Conocer los últimos avances en neurociencia puede ser fascinante y descorazonador. Hasta hace poco más de un siglo, apenas se cuestionaba la visión del filósofo francés René Descartes que separaba cuerpo y mente. En aquel mundo, las enfermedades mentales eran defectos morales y la libertad o la conciencia dependían de nuestra voluntad o de la de Dios, pero no de la forma en que se organizaban los sesos dentro del cráneo. La experiencia posterior ha mostrado hasta qué punto somos esclavos de la materia.
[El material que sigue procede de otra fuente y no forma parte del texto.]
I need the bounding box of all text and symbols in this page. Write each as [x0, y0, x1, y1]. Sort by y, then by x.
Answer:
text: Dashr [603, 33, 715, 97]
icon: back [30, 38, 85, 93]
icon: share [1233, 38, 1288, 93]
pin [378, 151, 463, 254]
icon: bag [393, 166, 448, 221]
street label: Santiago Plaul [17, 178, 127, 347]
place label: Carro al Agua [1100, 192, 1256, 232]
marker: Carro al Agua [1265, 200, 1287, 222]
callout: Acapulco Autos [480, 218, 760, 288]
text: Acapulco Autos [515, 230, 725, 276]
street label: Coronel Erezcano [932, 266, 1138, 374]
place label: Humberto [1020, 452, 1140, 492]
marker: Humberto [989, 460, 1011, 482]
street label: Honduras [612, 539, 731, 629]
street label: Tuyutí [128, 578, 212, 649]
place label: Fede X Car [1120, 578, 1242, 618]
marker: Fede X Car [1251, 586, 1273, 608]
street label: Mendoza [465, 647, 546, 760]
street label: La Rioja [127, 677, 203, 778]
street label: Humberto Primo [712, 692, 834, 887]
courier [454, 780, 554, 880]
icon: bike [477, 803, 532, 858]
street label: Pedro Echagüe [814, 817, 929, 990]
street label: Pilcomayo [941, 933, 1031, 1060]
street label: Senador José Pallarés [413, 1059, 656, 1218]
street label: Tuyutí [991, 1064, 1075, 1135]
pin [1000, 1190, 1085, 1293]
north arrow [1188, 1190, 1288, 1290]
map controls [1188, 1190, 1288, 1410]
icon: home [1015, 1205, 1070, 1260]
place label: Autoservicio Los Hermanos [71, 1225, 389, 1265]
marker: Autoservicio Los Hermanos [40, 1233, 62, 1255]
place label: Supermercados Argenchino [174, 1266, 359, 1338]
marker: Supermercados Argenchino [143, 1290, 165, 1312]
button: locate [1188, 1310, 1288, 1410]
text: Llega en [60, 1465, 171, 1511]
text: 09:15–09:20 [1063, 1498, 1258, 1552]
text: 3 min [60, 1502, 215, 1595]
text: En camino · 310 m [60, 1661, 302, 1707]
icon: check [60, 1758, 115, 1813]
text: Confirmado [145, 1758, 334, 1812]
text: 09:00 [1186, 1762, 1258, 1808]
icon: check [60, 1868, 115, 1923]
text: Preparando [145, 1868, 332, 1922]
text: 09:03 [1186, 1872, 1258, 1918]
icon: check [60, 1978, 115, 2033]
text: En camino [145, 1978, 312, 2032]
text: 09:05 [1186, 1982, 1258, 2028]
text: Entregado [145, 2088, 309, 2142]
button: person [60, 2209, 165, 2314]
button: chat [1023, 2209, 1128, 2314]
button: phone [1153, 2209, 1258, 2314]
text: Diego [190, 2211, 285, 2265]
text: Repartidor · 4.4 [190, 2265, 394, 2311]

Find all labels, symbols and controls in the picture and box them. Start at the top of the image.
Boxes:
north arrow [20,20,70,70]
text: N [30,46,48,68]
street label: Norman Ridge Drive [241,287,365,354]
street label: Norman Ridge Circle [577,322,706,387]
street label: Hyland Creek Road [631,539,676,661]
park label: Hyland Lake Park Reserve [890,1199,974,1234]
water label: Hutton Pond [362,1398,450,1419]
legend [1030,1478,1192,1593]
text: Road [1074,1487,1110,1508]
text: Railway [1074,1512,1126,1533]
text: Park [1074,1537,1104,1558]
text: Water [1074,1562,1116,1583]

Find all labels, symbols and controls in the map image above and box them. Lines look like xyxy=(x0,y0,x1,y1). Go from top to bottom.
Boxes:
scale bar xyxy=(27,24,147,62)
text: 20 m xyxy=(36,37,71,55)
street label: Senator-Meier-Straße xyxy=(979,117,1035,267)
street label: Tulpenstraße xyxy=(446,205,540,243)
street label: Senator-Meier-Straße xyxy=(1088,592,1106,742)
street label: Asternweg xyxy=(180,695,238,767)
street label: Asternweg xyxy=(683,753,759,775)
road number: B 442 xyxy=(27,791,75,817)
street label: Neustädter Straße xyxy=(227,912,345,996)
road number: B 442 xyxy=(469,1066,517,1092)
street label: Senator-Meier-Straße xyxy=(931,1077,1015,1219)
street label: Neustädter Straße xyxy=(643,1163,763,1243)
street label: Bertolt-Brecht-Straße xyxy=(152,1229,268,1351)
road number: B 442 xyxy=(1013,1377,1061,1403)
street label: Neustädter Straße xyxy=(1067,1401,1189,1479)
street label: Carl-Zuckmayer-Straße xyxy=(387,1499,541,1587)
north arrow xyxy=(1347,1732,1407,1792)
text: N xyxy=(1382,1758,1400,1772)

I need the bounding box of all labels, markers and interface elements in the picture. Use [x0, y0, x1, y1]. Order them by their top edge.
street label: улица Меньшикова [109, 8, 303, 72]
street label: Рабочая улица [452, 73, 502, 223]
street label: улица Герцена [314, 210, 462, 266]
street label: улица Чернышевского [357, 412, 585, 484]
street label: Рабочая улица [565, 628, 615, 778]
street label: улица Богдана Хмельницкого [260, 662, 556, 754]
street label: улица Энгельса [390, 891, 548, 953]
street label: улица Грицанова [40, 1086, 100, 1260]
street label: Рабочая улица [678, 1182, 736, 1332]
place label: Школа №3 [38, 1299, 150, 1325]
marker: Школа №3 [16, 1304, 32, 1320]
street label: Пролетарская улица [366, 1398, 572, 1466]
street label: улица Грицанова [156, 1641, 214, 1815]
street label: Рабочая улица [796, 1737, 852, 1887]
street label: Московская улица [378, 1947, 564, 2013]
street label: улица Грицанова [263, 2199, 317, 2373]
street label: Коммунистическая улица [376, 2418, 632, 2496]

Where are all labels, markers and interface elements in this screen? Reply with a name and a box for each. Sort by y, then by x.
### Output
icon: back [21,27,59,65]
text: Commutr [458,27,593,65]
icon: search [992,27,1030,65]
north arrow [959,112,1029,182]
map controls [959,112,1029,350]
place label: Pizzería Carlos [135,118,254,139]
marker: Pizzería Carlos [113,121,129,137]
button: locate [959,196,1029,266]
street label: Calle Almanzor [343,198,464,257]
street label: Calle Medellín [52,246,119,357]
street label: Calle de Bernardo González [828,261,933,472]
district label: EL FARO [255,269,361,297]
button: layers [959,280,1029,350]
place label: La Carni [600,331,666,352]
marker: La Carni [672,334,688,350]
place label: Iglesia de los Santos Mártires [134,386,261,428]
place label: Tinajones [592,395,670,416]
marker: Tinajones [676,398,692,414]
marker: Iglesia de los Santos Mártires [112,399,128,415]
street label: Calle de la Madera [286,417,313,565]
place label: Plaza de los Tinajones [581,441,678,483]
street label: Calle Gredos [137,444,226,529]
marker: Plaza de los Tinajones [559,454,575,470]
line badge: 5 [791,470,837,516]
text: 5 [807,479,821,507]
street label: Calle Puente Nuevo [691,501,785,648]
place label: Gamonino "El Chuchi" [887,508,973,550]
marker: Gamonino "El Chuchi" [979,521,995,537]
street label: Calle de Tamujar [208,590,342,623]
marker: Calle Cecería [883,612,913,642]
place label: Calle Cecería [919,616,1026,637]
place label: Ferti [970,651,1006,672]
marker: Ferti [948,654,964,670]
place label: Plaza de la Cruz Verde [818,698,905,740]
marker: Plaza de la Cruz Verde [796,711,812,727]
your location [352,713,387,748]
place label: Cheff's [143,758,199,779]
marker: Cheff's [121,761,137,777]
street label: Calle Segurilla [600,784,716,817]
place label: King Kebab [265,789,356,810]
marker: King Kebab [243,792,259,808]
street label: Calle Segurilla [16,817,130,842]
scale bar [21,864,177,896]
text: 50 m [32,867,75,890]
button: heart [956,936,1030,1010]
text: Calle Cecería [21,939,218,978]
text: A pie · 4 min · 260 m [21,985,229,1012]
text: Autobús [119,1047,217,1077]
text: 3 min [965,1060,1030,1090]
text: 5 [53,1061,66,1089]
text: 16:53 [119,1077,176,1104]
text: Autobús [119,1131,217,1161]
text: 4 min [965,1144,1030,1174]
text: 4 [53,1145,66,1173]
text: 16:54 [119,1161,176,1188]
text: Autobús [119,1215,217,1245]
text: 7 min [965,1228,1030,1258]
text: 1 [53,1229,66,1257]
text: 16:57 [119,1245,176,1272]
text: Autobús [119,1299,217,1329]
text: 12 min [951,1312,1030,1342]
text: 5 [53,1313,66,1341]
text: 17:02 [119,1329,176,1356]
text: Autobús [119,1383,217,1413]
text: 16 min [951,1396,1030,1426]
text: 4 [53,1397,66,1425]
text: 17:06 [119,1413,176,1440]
Uno de los casos que lo demuestran es el de Phineas Gage, un obrero estadounidense del ferrocarril que sobrevivió a un accidente en el que una barra de hierro le atravesó el cerebro. Sus compañeros se alegraron por el regreso improbable de aquel compañero competente y amable, pero pronto se dieron cuenta de que ya no era el mismo. Dejó de llegar a tiempo al trabajo y se volvió agresivo e impaciente. Los daños que había sufrido en el lóbulo frontal, una región que permite gestionar las emociones o planificarse, habían hecho desaparecer para siempre al viejo Gage.

Después de aquel caso, se ha observado en multitud de ocasiones que los daños en áreas del cerebro importantes para procesar las emociones pueden condenar a quien los sufre a la parálisis. Pese a mantener intacta la capacidad de raciocinio, estas personas no pueden elegir. Platón quiso organizar una sociedad en la que mandasen los filósofos, basándose en su razón perfecta y en criterios objetivos, pero no sabía cómo funciona en realidad el cerebro humano. Como explica Johnatan Haidt en La mente de los justos, cuando se adopta una postura, en particular una que involucra nuestra moral, son las emociones las que nos empujan en una dirección. Después, la razón se encarga de justificar una decisión que ya han tomado las tripas.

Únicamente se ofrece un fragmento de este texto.